* _Task to carry out_
Wherever "sans" turns up in the entries, copy out the line that holds it.

* _Supplied records_

====

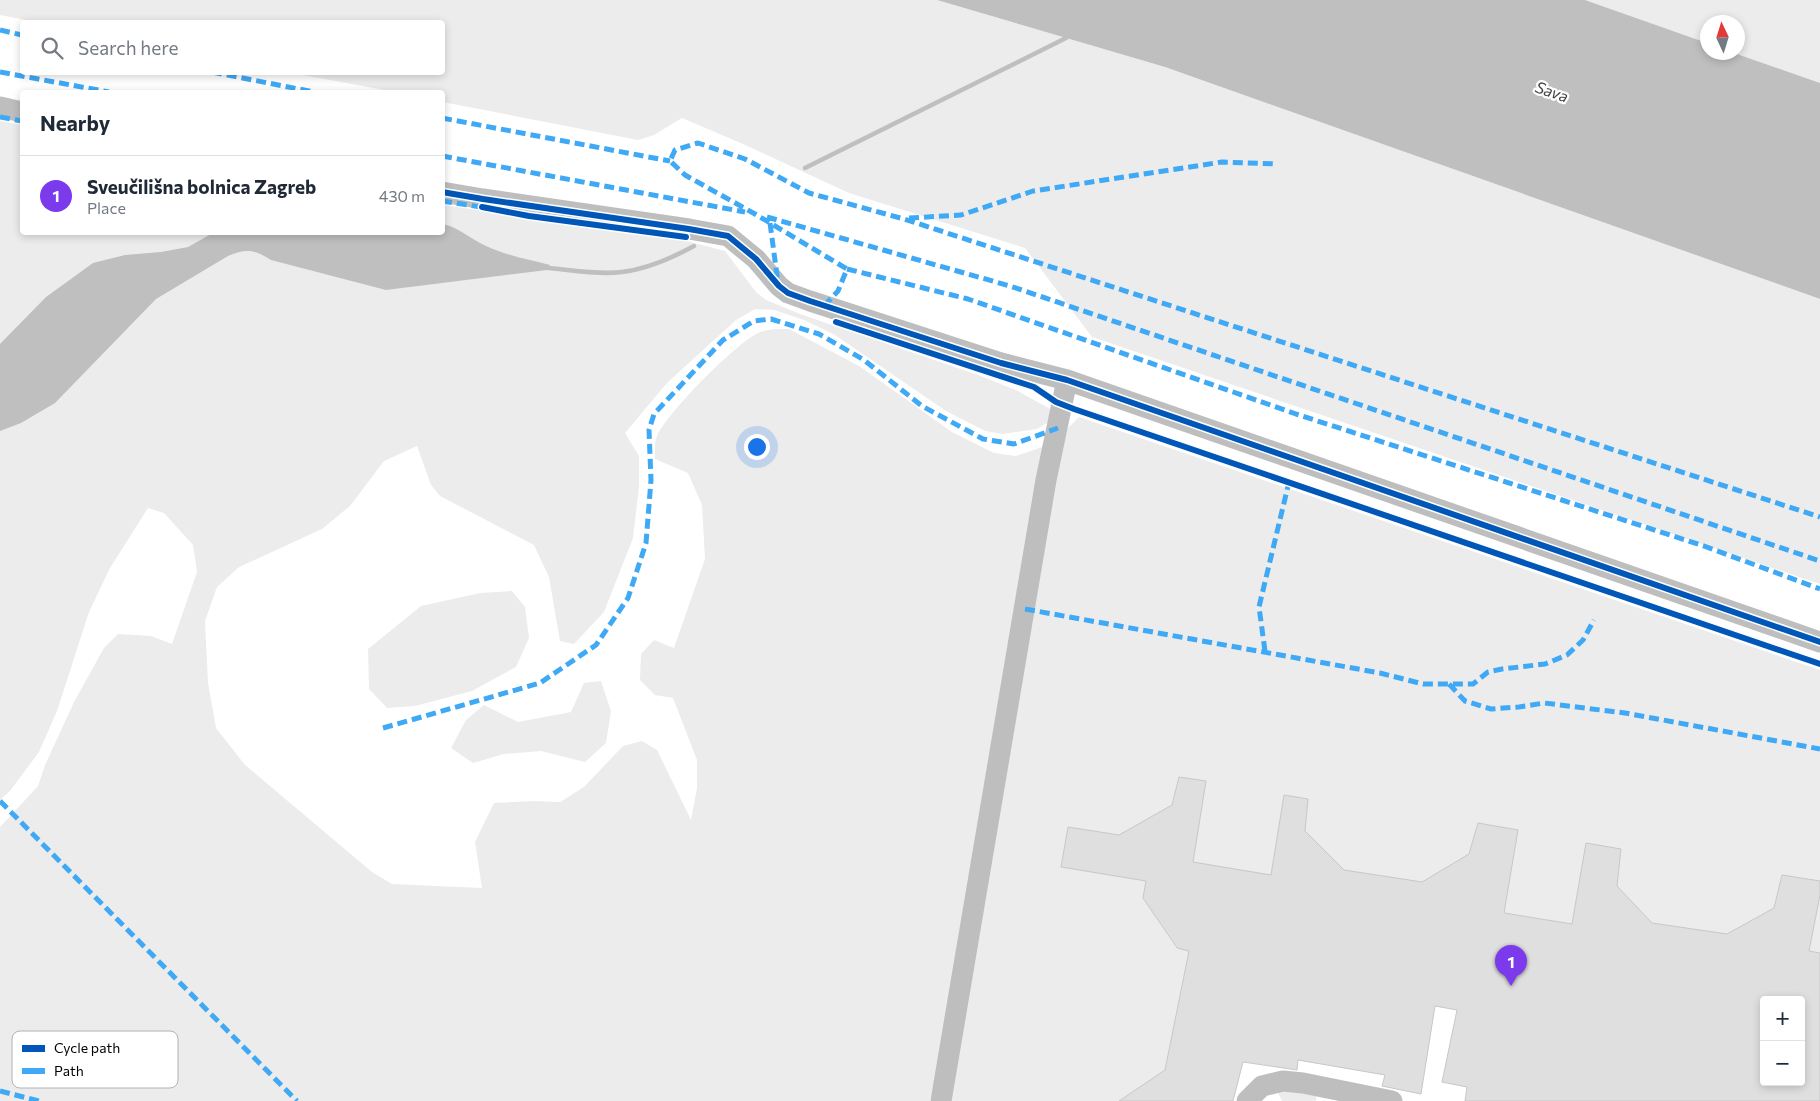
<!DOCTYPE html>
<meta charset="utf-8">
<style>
:root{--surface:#fff;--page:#f2f2f3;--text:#1f2937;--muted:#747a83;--line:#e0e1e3;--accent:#7c3aed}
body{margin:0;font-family:Commissioner,sans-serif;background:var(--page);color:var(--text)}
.controls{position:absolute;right:15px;bottom:15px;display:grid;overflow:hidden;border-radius:5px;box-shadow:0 2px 8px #0003}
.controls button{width:45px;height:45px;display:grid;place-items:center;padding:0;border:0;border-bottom:1px solid var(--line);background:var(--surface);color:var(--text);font:25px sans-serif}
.compass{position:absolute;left:1700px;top:15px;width:45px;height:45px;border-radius:50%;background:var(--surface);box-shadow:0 2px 8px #0003;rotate:356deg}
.you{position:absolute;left:756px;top:446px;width:18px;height:18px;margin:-12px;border:4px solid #fff;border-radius:50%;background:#1a73e8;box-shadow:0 0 0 8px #1a73e833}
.badge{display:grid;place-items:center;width:32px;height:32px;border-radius:50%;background:var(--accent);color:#fff;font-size:16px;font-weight:700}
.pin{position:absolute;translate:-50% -41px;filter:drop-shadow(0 1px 2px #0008)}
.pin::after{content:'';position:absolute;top:26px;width:18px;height:15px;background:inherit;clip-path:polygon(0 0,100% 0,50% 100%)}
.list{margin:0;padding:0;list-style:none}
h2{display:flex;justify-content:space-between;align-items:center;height:65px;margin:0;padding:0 20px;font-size:21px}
h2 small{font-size:16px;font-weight:400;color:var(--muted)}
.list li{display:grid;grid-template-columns:32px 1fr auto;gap:15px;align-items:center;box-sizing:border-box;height:80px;padding:0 20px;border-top:1px solid var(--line)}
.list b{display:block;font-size:19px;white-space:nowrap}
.list p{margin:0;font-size:16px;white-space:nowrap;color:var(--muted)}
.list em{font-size:16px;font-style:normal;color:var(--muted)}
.icon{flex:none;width:28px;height:28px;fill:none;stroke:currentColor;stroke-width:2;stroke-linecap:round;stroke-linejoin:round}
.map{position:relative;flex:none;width:1820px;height:1101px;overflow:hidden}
.search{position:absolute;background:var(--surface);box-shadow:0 2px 8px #0003;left:20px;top:20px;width:425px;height:55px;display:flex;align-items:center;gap:12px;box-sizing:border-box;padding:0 18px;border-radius:5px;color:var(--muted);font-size:19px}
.panel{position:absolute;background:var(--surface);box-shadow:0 2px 8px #0003;left:20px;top:90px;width:425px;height:145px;border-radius:5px}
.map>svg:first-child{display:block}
.green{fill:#ececec}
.water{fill:#bfbfbf}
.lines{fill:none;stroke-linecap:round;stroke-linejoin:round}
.stream{stroke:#bfbfbf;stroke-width:4.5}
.building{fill:#dfdfdf;stroke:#c7c7c7;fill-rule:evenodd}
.minor{stroke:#bebebe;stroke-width:21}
.quiet{stroke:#3fa9f5;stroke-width:5;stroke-dasharray:10 5;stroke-linecap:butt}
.cycleway-casing{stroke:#fff;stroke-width:9}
.cycleway{stroke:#0057b8;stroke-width:6}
.labels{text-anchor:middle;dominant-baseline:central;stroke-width:4.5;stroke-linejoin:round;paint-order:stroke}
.water-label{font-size:16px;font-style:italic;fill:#444;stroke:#fff}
.key{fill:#fff;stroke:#b2b2b2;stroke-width:1}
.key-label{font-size:14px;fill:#000}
</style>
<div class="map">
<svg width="1820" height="1101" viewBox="0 0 1820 1101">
<rect width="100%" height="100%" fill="#fff"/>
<!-- green -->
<path class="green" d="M0,0H937L1165,67L1820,299V584L1092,337L1025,248L849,193L743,144L682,118L654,135L638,140L443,102L442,92H395L292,73L442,72V22H36L0,15Z
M1585,0H1820V83L1734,53L1738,52V22H1708L1707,43Z
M0,121L22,125V232H442L443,205L683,240L725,251L756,292L766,300L800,314L978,375L1016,390L1054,411L1052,420L1037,429L1003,434L985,431L946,411L835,335L804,320L774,310L755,309L736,320L667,383L625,433L639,456V487L633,538L604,612L574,644L560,641L549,577L534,545L440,496L431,485L417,446L384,461L350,506L322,529L239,567L217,587L205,621L208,683L216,728L245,765L372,872L392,884L482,888L475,842L494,803L534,801L560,802L584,787L623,746L642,741L657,750L691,820L697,788V760L673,698L655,695L640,680L641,654L654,640L674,648L705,559L702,505L688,473L655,459C655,452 654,443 657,436C667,413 735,344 758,333C768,328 779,329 789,329L859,366L952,432L994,453L1016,456L1048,445L965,925L930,1101H0V827L38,786L45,765L74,702L104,648L118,634L151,636L172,644L197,572L193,545L164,513L148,508L110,568L89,612L57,711L39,752L10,791L0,800Z
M1079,417L1820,670V881L1782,875L1774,908L1727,934L1652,923L1617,886L1621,849L1586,843L1572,924L1504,913L1518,830L1478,823L1469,854L1422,882L1344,870L1305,831L1308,799L1284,795L1271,875L1193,862L1206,781L1179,777L1172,805L1119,835L1068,827L1061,867L1146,881L1143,898L1176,948L1189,951L1164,1080L1119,1101H949L1052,493L1068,428Z
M512,591L525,607L529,638L516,667L472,691L415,706L387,708L369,689L368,649L421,606L480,593Z
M601,681L611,711L606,743L585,762L541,751L504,754L473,763L451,748L466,720L484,705L518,722L571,712L584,683Z
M1820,895V953L1809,951Z
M1275,1087L1317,1093L1316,1101H1282Z"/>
<!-- water -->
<path class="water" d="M937,0H1585L1707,43L1708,52L1734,53L1820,83V299L1165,67Z
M443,224C457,227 467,236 480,243C503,255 526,259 550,265L547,270L386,290L271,260C255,250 247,248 228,256L156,299L55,403L21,423L0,431V344L46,297L93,263L125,255L161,252L188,247L213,233L442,232Z"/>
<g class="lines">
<!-- stream -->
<path class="stream" d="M805,168L1066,38
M548,268C572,270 598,275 622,272C647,269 672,258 694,246"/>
</g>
<!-- building -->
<path class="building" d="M1179,777L1206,781L1193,862L1271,875L1284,795L1308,799L1305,831L1344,870L1422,882L1469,854L1478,823L1518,830L1504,913L1572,924L1586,843L1621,849L1617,886L1652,923L1727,934L1774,908L1782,875L1820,881V895L1809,951L1820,953V1101H1465L1467,1087L1442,1082L1457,1010L1435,1006L1421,1094L1382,1086L1385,1075L1298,1060L1297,1070L1243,1062L1233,1101H1119L1165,1070L1189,951L1177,948L1143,898L1146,881L1061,867L1068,827L1119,835L1172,805ZM1764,1000H1801V1082H1764Z"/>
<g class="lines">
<!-- minor -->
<path class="minor" d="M0,107L22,112
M442,192L483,199L689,229L728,236L756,259L779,286L788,293L810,301L1001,363L1067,380L1820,642
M941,1101L1046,480L1067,380
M1247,1101L1262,1086L1283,1081L1303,1083L1392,1101"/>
<!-- quiet -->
<path class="quiet" d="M0,30L22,35
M0,72L109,92
M212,72L314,92
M0,117L22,121
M442,118L670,161
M442,156L745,212
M442,201L487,208
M767,217L1010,286L1820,561
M909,218L961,215L1033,191L1222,162L1277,164
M770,223L778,283
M847,269L968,299L1296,414L1704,546L1820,589
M824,306L838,291L847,269L755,214L685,175L670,161L675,150L698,143L745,159L809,193L904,219L1820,517
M1025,609L1380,673L1423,684H1473L1488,672L1502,669L1545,664L1567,655L1583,640L1594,620
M1265,651L1259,607L1289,482
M1449,684L1465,701L1491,709L1519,707L1544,703L1625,713L1820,749
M383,728L540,683L596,645L628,598L646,543L651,480L649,430L654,414L723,340L754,321L771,319L819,334L864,360L922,406L983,439L1014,444L1058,428
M0,801L297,1101
M0,1091L39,1101"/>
<defs>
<path id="cycleway" d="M442,192L483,199L689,229L728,236L756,259L779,286L788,293L810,301L1001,363L1067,380L1820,642
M482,207L529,216L686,237
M836,322L1034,387L1056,402L1074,409L1820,664"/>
</defs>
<!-- cycleway casing -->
<use href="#cycleway" class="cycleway-casing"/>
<!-- cycleway -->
<use href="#cycleway" class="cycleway"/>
</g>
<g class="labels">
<!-- water labels -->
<g class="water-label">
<text transform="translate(1552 91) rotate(19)">Sava</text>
</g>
</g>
<!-- legend -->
<rect x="12" y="1031" width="166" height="57" rx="8" class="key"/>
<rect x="22" y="1045" width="23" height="7" fill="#0057b8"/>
<rect x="22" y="1068" width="23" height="6" fill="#3fa9f5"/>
<g class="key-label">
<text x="54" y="1053">Cycle path</text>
<text x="54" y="1076">Path</text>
</g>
</svg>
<div class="controls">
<button>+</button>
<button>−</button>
</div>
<svg class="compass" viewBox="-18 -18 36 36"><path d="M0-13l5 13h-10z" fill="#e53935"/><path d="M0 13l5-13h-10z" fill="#747a83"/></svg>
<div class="you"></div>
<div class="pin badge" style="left:1511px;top:986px">1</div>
<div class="search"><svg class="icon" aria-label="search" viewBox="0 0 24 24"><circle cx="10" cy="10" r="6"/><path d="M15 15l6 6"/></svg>Search here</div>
<section class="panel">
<h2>Nearby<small></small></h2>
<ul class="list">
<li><span class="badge">1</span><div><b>Sveučilišna bolnica Zagreb</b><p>Place</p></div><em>430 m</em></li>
</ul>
</section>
</div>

====

* _Solution to the exercise_
body{margin:0;font-family:Commissioner,sans-serif;background:var(--page);color:var(--text)}
.controls button{width:45px;height:45px;display:grid;place-items:center;padding:0;border:0;border-bottom:1px solid var(--line);background:var(--surface);color:var(--text);font:25px sans-serif}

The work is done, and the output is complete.